Оставшийся в одиночестве, Тьяро метался на широкой мягкой кровати, не в силах уснуть. Он пытался устроиться то так, то эдак; ворочался с боку на бок, колотился головой о подушку, но совершенно безрезультатно. Не было ни сна, ни покоя.

«Сейчас бы джага… Или хотя бы вина… Или встать и размяться… Проклятье…»

Тьяро упал на спину и с жутким раздражением уставился в балдахин невидящим взглядом.

«„Приказываю оставаться в кровати пока не разбужу!“ – да чтоб ты к демонам провалился со всеми своими приказами, старая ты сволочь! Если б не клятва… Лучше б меня оставили в подземелье. Пусть в колодках, зато я был бы гораздо свободнее, чем сейчас! Что ж это за безумие: не сметь встать с кровати!»

Он еще раз попробовал закрыть глаза, но сон пропал окончательно. В голове носился целый ураган из мыслей. Большей частью из арсенала самой грязной ругани браскийских моряков. В первую очередь досталось Салиму и Алькинуру. Потом Тьяро перешел на себя:

«…Как последний драный кош! Но кто ж мог подумать, что подчиняться треклятым приказам так безумно трудно! Я, наверное, сойду с ума… Просто немыслимо… Скажут тебе „стой“ – и будешь стоять, даже если вокруг начнут пушки палить! По своей воле я теперь могу разве что дышать. Я! Кондор! Князь Браско! Должен, как балаганный пес, делать, что прикажут! Я! Да я вообще никому ничего не должен!..»

Через час он немного успокоился. Тьяро сунул под голову скомканную подушку и отдышался.

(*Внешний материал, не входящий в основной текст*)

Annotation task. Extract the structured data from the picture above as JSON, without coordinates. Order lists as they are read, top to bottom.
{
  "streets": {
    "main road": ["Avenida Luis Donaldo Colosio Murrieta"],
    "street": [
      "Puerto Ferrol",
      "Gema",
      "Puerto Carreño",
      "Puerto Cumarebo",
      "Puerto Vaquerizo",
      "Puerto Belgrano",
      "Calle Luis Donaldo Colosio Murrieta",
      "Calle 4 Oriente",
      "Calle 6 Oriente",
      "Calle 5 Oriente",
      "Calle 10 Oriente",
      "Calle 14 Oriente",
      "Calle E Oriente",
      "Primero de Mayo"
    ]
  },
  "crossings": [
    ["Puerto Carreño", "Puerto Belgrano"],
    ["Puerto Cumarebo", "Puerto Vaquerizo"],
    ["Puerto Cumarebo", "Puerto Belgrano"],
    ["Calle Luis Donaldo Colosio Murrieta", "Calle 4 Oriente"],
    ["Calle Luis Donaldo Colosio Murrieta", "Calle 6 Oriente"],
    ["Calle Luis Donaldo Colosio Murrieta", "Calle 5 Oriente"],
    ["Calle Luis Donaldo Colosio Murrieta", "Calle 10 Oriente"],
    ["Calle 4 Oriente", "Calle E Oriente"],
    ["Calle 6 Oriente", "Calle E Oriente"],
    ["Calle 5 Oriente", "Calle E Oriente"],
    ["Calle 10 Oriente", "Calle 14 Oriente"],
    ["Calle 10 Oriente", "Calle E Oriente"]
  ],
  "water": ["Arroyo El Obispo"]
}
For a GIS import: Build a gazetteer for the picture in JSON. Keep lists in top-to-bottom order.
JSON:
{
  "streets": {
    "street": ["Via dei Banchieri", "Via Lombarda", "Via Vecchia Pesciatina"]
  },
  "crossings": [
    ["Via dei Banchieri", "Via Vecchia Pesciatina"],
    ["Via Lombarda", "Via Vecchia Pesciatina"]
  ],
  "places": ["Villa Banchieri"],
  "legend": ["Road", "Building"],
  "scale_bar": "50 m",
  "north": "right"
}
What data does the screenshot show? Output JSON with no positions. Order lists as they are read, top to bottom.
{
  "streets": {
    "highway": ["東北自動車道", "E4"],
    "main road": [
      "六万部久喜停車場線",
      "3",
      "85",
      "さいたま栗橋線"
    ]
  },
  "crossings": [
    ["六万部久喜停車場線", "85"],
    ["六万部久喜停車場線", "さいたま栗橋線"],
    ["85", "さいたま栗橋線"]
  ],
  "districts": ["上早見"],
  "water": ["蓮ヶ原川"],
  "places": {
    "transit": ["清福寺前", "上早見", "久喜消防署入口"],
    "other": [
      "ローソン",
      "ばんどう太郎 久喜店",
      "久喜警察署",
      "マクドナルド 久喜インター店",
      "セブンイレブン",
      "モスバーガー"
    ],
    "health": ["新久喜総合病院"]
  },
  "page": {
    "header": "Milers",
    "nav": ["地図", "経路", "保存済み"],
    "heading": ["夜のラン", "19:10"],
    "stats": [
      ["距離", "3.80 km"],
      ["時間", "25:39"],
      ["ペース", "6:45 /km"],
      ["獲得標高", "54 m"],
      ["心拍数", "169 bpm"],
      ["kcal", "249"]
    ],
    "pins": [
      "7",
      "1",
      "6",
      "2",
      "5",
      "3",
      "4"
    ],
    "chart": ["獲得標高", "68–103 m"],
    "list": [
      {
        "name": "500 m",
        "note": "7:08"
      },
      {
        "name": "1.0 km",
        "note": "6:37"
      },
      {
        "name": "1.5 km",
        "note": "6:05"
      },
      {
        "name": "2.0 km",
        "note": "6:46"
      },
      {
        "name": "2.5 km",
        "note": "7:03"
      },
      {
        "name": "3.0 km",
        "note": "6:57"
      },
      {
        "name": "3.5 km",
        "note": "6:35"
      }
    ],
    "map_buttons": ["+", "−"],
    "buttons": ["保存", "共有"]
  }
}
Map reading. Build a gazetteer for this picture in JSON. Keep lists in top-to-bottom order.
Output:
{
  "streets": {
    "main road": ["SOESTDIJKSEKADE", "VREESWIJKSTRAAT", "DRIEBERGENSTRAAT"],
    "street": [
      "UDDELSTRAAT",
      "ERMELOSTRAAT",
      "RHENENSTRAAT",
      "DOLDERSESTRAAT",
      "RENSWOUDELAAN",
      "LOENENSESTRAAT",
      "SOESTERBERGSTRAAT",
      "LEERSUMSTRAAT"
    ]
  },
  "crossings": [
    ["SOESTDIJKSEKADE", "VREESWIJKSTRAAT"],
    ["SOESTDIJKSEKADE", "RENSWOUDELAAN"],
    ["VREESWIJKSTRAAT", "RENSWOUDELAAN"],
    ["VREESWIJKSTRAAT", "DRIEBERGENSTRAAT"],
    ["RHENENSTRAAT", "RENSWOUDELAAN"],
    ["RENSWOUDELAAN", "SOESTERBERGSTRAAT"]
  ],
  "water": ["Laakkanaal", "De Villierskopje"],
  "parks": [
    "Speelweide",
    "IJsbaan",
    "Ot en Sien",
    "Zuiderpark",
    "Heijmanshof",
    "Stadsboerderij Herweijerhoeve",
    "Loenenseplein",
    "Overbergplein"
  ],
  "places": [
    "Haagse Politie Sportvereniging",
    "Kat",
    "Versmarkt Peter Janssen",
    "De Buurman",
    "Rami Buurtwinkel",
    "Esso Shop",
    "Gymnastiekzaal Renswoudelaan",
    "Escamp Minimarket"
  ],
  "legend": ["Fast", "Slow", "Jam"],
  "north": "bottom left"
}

«Что там Сэд говорил такое про Элизу? Что она может не дождаться? Чушь. Девчонка влюбилась в меня по уши еще до свадьбы и томно вздыхает до сих пор. Что вполне понятно. Я вытащил ее из нищеты замшелого родового замка в лесной глуши и сделал княгиней Браско. Да за одно это она должна быть благодарна мне всю жизнь!

Хотя… Какая из нее княгиня! Так, красивая вышколенная пустышка с романтической чушью в голове, хоть и показалась стоящей внимания на первый взгляд. Как сейчас помню разговор после нуднейшего венчания: „Ах, ваше сиятельство, я ваша любящая супруга навеки… Ах, позвольте, я буду называть вас милым домашним именем!“ Тьфу! Мерзость какая!

„Тебе досталась замечательная жена!“ Да на что она вообще способна!!! Даже нормального наследника родить не смогла… Всего двое детей за десять лет! И те…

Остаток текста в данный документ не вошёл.